Way back on May 4, 2016, just a few months after the new “word column” debuted at NA Confidential, a chance arose to explain the column’s inspiration.
Since it’s been a year since I last pointed to this reference, let’s go there again — noting that Stan Robison has long since departed his position as second-ranking city attorney.
SHANE’S EXCELLENT NEW WORDS: Apparatchik, or nomenklatura?
Can you explain why these are Shane’s excellent new words, not Bob’s or Larry’s?
The idea for this column dates to a brief social media exchange between the senior editor and Shane Gibson, the city of New Albany’s “corporate” attorney, as opposed to “garden variety” or “proletarian” attorney (Stan Robison).
In a revealing moment of pique, Gibson offered that NA Confidential is prone to using big words solely from a desire to be “smarter than everyone else.”
Of course, if it looks like a duck, swims like a duck, and quacks like a duck … but we digress.
To be sure, New Albany cultural dissidents often joke that the only city ordinance enforced with any degree of consistency is the one prohibiting the public use of words containing more than four syllables, and at least now we know who wrote it.
The specific word provoking the attorney’s unsocial media ire was nomenklatura, as borrowed from Soviet-era Russia …
In short, an attorney was accusing me of pedantry, which is a pleasing giggle in itself.

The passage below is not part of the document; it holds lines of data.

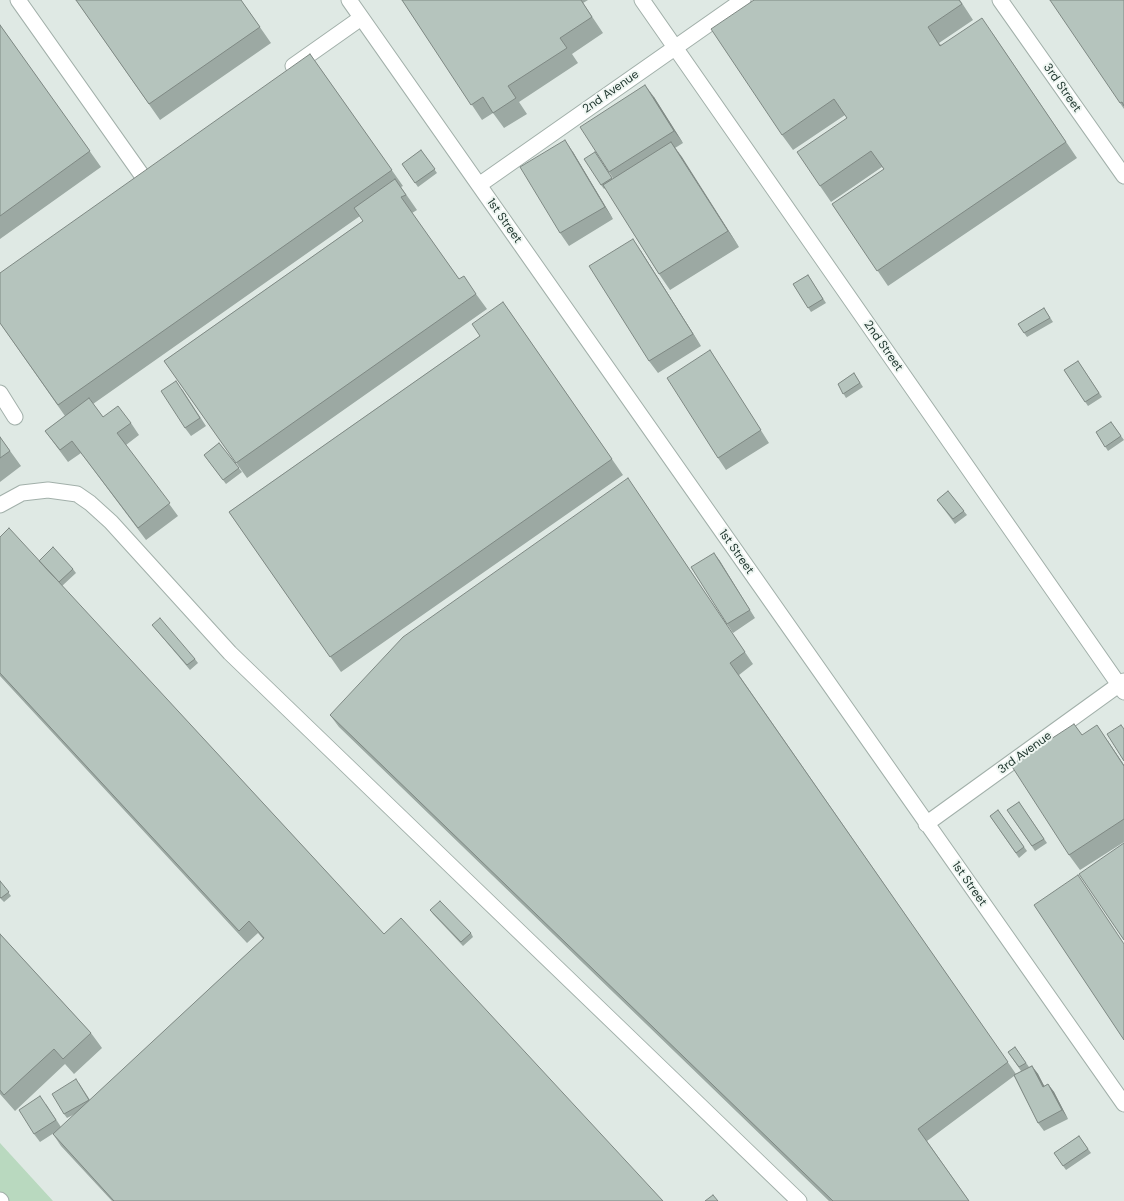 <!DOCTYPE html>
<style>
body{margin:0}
canvas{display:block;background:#dfe9e4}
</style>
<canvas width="1124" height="1201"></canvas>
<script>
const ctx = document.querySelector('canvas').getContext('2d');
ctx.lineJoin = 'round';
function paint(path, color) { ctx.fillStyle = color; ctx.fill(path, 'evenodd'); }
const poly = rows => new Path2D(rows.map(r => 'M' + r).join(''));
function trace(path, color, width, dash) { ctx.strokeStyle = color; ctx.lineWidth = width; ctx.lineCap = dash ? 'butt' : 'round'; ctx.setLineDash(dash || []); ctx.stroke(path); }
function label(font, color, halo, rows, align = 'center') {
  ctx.font = font + ' "DM Sans",sans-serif'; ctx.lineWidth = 4; ctx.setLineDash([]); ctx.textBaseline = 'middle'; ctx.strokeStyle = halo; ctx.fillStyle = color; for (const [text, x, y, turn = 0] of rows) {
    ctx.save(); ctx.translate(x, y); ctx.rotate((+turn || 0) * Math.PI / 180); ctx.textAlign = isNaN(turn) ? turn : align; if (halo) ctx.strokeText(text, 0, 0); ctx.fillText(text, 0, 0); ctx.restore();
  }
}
paint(poly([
 [0,1143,53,1201,0,1201]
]), '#b9d9bf');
const service = poly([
 [18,0,141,174],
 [293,66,361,18],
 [0,393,15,417],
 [0,505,22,493,48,490,77,494,90,503,111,522,230,653,799,1201],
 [0,1200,1,1201]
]);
const minor = poly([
 [349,0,1124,1104],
 [642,0,1124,692],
 [1000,0,1124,176],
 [479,185,743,0],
 [926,824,1124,681]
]);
trace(service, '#a2b0aa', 17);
trace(minor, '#a2b0aa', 17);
trace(service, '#fff', 15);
trace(minor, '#fff', 15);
paint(poly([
 [76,0,241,0,271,43,160,120],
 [402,0,588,0,583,3,603,33,572,54,578,63,519,102,527,114,504,128,493,113,482,120],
 [960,0,973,20,939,43,941,45,993,34,1077,158,888,286,832,204,884,169,882,167,831,202,820,186,847,118,845,115,793,150,782,135],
 [1124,0,1124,109,1120,103],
 [0,25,101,167,0,239],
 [310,54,403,186,401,187,417,210,412,213,459,279,476,294,487,309,247,478,164,361,363,221,360,216,93,404,103,417,131,423,139,435,126,445,178,516,146,540,81,453,68,462,45,431,65,416,0,323],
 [654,97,683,143,675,148,739,247,670,290,659,274,605,188,604,189,601,185,595,152,613,179,613,178,609,172],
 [421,150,437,173,418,187,402,164],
 [573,152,613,219,569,246,560,233],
 [641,251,701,346,658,373,649,361],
 [808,275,826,303,811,312,793,284],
 [503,302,623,475,341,672,229,512,480,336],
 [1044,308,1053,322,1027,337,1018,324],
 [710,350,769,443,726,470,718,458],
 [1078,361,1102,397,1088,406,1064,370],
 [854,373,863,387,846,398,838,384],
 [182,389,206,426,191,436,185,428],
 [1111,422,1124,440,1108,451,1096,432],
 [0,437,21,466,0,482],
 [219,443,242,472,226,484,204,455],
 [636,490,753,664,739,675,1016,1074,1021,1071,1008,1052,1015,1047,1029,1067,1032,1066,1038,1074,1044,1086,1048,1084,1054,1092,1068,1119,1044,1131,1038,1123,1014,1076,927,1141,969,1201,829,1201,339,727,330,715],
 [948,491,967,515,955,524,937,500],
 [0,537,39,561,73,569,76,573,62,586,384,934,663,1201,112,1201,61,1146,53,1134,54,1133,40,1142,34,1134,46,1104,61,1127,75,1114,67,1118,64,1114,79,1083,90,1100,263,939,258,933,247,943,0,676],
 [714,553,755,618,733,633,727,624],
 [152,625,195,659,198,663,190,670],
 [1074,724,1082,735,1108,741,1124,765,1124,842,1080,870,1069,855],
 [1019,802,1047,843,1035,851,1007,810],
 [998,810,1027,851,1019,858,990,816],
 [0,881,11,896,4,902,0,898],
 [430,910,471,933,473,937,463,946,433,914],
 [0,934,91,1033,102,1048,74,1074,65,1064,15,1111,0,1094],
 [1079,1136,1091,1153,1066,1170,1054,1153]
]), '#9ca9a3');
paint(poly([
 [645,85,654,97,683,143,674,131],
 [565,140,573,152,613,219,605,207],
 [671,142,682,157,739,247,728,231],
 [633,239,641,251,701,346,693,334],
 [714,553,720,561,755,618,750,610],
 [1097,725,1124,765,1124,766],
 [1032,1066,1038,1074,1049,1095,1043,1087],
 [1048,1084,1054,1092,1068,1119,1062,1110]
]), '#7f8984');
const building = poly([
 [76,0,241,0,260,27,149,104,76,0],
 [402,0,581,0,592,17,560,38,567,48,508,86,516,98,493,113,483,97,471,105,402,0],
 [754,0,959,0,962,4,928,27,940,46,982,18,1066,142,877,271,832,204,884,169,871,151,820,186,797,152,847,118,834,99,782,135,711,29,754,0],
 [1050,0,1124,0,1124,106,1122,102,1120,103,1050,0],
 [0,25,90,151,0,216,0,25],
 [310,54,392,170,58,405,0,323,0,273,310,54],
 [645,85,674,131,609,172,580,127,645,85],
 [565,140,605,207,560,233,520,167,565,140],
 [671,142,728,231,659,274,603,185,671,142],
 [421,150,435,169,415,183,402,164,421,150],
 [595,152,612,178,601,185,584,159,595,152],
 [395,179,406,195,401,197,459,279,464,276,476,294,236,463,164,361,363,221,354,208,395,179],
 [633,239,693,334,649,361,589,266,633,239],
 [808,275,823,299,808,308,793,284,808,275],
 [503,302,612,459,330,657,229,512,480,336,472,324,503,302],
 [1044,308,1050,318,1024,333,1018,324,1044,308],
 [710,350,761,430,718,458,667,378,710,350],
 [1078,361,1099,393,1085,402,1064,370,1078,361],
 [854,373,860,383,843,394,838,384,854,373],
 [176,381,200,418,185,428,161,391,176,381],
 [89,398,103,417,118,406,131,423,117,433,170,503,138,528,72,441,60,450,45,431,89,398],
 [1111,422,1121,436,1105,447,1096,432,1111,422],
 [0,437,10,451,0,458,0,437],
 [219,443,239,468,223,480,204,455,219,443],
 [628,478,745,652,730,663,1008,1062,918,1129,969,1201,833,1201,330,715,403,637,628,478],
 [948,491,964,511,953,519,937,500,948,491],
 [9,528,384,934,401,918,663,1201,114,1201,53,1134,264,938,249,921,239,931,0,673,0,537,9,528],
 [53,547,73,569,59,582,39,561,53,547],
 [714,553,750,610,727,624,691,567,714,553],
 [160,618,195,659,187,665,152,625,160,618],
 [1074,724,1082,735,1097,725,1124,766,1124,819,1069,855,1011,765,1074,724],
 [1121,725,1124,729,1124,761,1107,734,1121,725],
 [1019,802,1044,839,1032,846,1007,810,1019,802],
 [998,810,1024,847,1016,853,990,816,998,810],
 [1124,843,1124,940,1079,874,1124,843],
 [1078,875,1124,944,1124,1040,1034,905,1078,875],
 [0,881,9,892,1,898,0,897,0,881],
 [440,901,471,933,461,942,430,910,440,901],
 [0,934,91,1033,63,1059,54,1049,4,1095,0,1090,0,934],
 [1015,1047,1026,1063,1019,1067,1008,1052,1015,1047],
 [1032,1066,1043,1087,1048,1084,1062,1110,1038,1123,1014,1075,1032,1066],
 [76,1079,89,1100,64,1114,52,1094,76,1079],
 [40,1096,56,1120,34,1134,19,1110,40,1096],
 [1079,1136,1088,1149,1063,1166,1054,1153,1079,1136],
 [713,1195,718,1201,705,1201,713,1195]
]);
paint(building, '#b5c4bd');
trace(building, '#7f8984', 1);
label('12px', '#213830', '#eff6f2', [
 ["3rd Street",1062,88,55],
 ["2nd Avenue",611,92,-35],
 ["1st Street",504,221,55],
 ["2nd Street",883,346,55],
 ["1st Street",736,552,55],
 ["3rd Avenue",1025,753,-36],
 ["1st Street",969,884,55]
]);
</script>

Pedantry is defined as the habit or instance of being a pedant.
pedant
[ped-nt]
noun
- a person who makes an excessive or inappropriate display of learning.
- a person who overemphasizes rules or minor details.
- a person who adheres rigidly to book knowledge without regard to common sense.
Earlier in the week I noticed the use of pedantic (of or like a pedant) in a comment on Facebook, and it got me thinking about whether I’ve been guilty of pedantry in the past.
On occasion, yes. In the larger sense, I don’t think so.
In itself, an expanded vocabulary is no indicator of the pedantic allergen; it means only that one knows many words, and tries to use them when and where they’re appropriate. The English language is rich in words, after all.
It remains that the things I know, I try to explain.
Admittedly it can be a compulsion, but as I prepare to dip a toe ever so gingerly into teaching “beer class” again for the first time in six years, I recall that rigorous attention to detail never has been a strong suit of mine.
Rather, I prefer telling the sort of stories and using the type of examples that stick with the listener, in the hope of them retaining what I consider to be useful knowledge — whether about beer, baseball or bunker design.
Why do pedants pedant? I don’t know, but my own style is very much in the vernacular tradition, and that’s all right by me.
Why do pedants pedant?, by David Steele (The Guardian)
Some people just love pointing out mistakes and errors made by others. Why? What do they get from it?
So, why do pedants pedant? We don’t really know, but some tangential studies infer it’s to do with a mixture of personality, status-signalling and group identification. As with all things, more (good) research is needed.